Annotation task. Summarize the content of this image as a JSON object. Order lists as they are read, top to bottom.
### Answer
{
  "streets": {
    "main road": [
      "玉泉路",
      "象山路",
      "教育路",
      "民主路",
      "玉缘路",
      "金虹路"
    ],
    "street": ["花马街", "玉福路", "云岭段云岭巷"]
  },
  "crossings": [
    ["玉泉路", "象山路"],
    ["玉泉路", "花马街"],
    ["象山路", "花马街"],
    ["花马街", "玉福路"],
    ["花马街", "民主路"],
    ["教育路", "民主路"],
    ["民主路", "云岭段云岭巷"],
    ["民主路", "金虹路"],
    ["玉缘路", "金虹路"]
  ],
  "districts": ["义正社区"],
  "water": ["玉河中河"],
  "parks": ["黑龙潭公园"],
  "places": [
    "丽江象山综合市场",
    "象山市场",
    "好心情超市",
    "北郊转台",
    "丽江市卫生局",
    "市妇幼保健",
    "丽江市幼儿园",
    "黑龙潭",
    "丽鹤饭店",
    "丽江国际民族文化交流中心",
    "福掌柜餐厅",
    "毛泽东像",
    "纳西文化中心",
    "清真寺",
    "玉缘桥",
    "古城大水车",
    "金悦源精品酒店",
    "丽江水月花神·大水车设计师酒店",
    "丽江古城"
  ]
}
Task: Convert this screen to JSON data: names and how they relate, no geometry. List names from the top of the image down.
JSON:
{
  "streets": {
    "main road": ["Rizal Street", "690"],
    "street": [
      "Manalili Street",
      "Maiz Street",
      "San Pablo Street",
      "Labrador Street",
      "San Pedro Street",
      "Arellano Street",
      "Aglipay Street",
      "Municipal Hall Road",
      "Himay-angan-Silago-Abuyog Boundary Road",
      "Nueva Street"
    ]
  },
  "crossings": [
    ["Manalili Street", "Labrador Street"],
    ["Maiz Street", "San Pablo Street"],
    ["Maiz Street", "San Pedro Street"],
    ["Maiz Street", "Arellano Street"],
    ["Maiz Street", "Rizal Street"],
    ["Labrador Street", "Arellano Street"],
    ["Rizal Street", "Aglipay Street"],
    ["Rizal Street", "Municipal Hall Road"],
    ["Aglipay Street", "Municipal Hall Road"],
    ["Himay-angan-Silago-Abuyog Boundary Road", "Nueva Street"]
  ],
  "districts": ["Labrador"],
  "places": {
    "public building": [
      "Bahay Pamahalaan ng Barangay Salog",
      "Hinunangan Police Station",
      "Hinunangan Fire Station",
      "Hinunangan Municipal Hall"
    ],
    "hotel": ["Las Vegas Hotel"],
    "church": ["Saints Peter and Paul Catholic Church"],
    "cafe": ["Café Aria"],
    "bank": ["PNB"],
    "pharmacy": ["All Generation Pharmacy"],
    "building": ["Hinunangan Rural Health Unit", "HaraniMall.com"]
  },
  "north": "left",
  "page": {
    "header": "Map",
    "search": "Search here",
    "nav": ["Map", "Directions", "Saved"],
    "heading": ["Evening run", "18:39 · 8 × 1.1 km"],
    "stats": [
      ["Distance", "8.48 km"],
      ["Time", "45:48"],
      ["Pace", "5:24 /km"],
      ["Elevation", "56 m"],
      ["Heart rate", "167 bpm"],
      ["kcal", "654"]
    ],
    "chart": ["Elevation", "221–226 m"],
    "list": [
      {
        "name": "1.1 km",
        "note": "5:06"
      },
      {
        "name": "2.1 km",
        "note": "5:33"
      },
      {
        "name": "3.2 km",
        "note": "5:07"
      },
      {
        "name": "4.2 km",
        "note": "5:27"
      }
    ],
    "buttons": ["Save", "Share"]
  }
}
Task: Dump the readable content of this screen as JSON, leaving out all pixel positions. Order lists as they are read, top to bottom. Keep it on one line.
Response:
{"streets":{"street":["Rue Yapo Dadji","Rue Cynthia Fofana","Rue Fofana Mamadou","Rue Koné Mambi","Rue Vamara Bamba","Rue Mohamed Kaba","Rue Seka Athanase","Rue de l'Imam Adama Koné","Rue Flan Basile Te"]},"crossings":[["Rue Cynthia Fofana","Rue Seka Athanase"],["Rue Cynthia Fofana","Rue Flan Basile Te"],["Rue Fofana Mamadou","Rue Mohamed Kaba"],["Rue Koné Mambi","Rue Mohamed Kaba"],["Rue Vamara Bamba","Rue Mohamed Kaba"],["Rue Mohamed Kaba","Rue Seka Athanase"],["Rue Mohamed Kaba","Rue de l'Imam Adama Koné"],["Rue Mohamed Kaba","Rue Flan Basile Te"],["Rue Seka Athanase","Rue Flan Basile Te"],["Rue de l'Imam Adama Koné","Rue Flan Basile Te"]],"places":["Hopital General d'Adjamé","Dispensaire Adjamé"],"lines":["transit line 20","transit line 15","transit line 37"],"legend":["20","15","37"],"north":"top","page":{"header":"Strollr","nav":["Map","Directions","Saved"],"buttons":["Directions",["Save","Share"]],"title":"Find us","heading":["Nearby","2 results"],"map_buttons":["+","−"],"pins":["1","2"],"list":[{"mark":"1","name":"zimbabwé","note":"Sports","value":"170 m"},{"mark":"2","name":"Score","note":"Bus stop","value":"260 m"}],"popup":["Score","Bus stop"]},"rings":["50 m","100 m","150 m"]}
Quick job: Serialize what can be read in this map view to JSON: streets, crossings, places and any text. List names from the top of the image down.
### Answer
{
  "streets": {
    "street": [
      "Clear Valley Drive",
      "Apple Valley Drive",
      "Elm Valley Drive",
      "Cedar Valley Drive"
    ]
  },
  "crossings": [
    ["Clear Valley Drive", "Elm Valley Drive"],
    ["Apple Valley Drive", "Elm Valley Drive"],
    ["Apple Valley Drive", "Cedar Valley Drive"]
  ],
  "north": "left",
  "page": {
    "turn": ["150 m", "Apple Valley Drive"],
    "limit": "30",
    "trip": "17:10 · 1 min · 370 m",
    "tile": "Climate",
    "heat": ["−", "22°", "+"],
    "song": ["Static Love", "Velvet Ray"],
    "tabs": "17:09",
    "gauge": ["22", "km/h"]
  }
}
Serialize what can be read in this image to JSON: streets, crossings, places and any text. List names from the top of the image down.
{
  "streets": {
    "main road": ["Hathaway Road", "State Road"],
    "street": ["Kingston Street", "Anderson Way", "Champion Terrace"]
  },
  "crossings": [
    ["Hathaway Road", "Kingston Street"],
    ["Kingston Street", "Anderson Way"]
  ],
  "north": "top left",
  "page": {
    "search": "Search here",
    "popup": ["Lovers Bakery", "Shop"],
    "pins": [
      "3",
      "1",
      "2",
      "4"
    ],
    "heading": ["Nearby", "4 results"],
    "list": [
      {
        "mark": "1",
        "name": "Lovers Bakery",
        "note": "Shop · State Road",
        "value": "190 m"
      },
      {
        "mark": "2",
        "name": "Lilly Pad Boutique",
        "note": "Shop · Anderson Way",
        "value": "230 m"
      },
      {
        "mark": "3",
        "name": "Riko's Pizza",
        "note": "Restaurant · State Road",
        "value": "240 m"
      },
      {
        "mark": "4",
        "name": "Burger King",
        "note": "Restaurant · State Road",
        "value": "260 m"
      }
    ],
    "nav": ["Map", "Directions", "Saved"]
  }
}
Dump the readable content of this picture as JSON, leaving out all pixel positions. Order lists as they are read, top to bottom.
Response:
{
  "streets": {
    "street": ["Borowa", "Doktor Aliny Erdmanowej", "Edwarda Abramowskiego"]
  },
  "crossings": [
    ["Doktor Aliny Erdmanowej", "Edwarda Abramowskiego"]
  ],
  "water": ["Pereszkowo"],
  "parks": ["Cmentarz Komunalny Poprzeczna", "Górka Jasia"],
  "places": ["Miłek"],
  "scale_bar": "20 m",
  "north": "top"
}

== WHAT IS BEING ASKED ==
Lines from the top of the data above through the line with "Task: Convert this", both ends included: copy them exactly, nothing more.

== WRITTEN SOLUTION ==
Annotation task. Summarize the content of this image as a JSON object. Order lists as they are read, top to bottom.
### Answer
{
  "streets": {
    "main road": [
      "玉泉路",
      "象山路",
      "教育路",
      "民主路",
      "玉缘路",
      "金虹路"
    ],
    "street": ["花马街", "玉福路", "云岭段云岭巷"]
  },
  "crossings": [
    ["玉泉路", "象山路"],
    ["玉泉路", "花马街"],
    ["象山路", "花马街"],
    ["花马街", "玉福路"],
    ["花马街", "民主路"],
    ["教育路", "民主路"],
    ["民主路", "云岭段云岭巷"],
    ["民主路", "金虹路"],
    ["玉缘路", "金虹路"]
  ],
  "districts": ["义正社区"],
  "water": ["玉河中河"],
  "parks": ["黑龙潭公园"],
  "places": [
    "丽江象山综合市场",
    "象山市场",
    "好心情超市",
    "北郊转台",
    "丽江市卫生局",
    "市妇幼保健",
    "丽江市幼儿园",
    "黑龙潭",
    "丽鹤饭店",
    "丽江国际民族文化交流中心",
    "福掌柜餐厅",
    "毛泽东像",
    "纳西文化中心",
    "清真寺",
    "玉缘桥",
    "古城大水车",
    "金悦源精品酒店",
    "丽江水月花神·大水车设计师酒店",
    "丽江古城"
  ]
}
Task: Convert this screen to JSON data: names and how they relate, no geometry. List names from the top of the image down.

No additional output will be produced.